• **TASK PROMPT**
Look for the word "from" in the data below, and copy every line that holds it.

(Dataset excerpts)
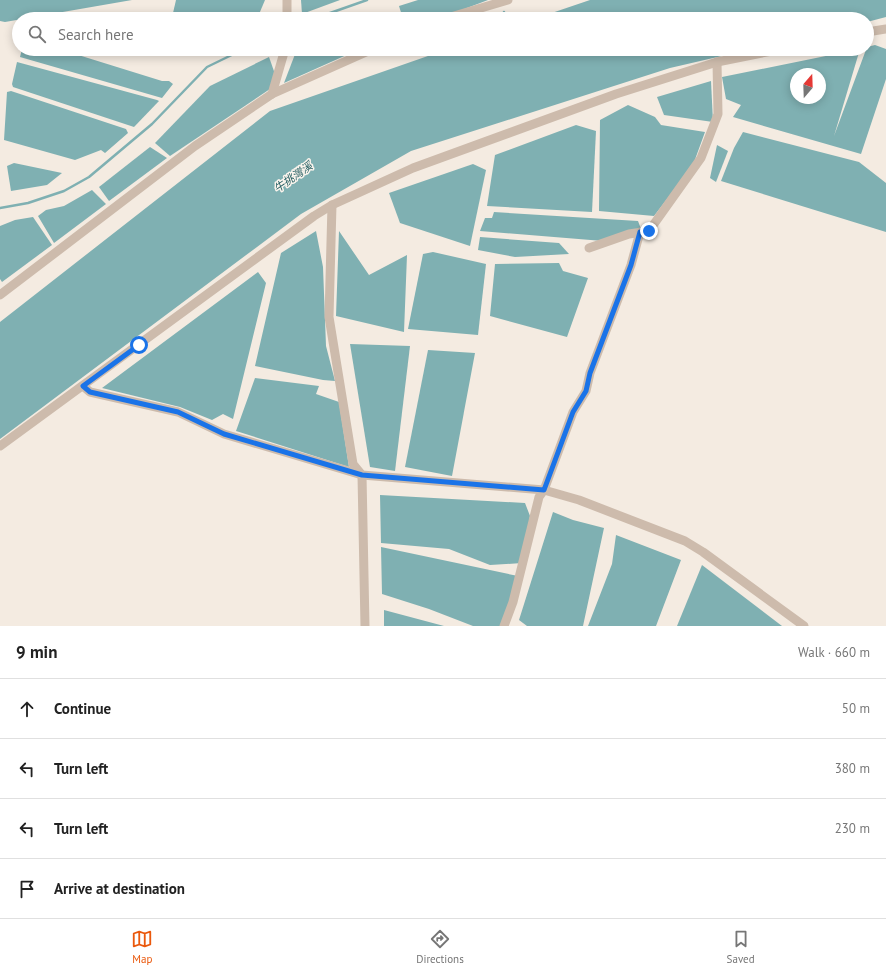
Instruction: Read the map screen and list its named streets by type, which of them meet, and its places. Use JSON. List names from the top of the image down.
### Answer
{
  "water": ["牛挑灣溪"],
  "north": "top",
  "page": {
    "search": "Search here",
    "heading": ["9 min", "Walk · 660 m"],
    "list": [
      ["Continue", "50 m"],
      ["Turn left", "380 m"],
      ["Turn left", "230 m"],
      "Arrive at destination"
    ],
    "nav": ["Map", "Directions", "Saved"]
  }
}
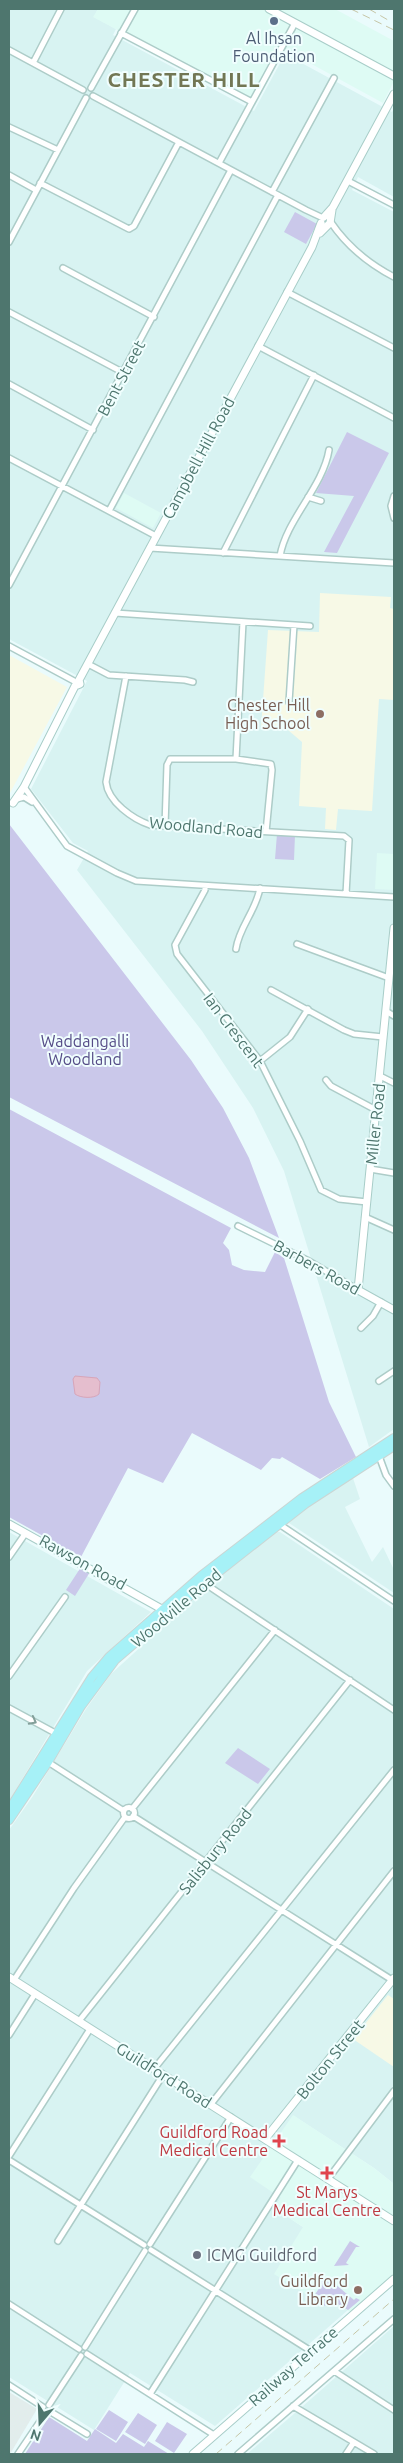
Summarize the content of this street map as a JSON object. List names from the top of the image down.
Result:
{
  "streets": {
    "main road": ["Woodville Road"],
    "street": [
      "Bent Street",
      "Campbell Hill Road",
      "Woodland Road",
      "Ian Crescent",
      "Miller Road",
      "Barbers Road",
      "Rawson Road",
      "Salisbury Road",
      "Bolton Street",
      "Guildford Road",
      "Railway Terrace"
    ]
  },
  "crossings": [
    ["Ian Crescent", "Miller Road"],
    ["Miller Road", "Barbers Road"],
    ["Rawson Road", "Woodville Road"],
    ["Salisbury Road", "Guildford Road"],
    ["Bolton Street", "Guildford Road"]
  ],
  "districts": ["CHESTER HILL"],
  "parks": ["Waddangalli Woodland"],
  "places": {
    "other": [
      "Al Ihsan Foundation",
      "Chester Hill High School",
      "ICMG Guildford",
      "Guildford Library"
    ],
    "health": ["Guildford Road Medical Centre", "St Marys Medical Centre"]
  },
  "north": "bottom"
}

• **YOUR RESPONSE**
Instruction: Read the map screen and list its named streets by type, which of them meet, and its places. Use JSON. List names from the top of the image down.
Summarize the content of this street map as a JSON object. List names from the top of the image down.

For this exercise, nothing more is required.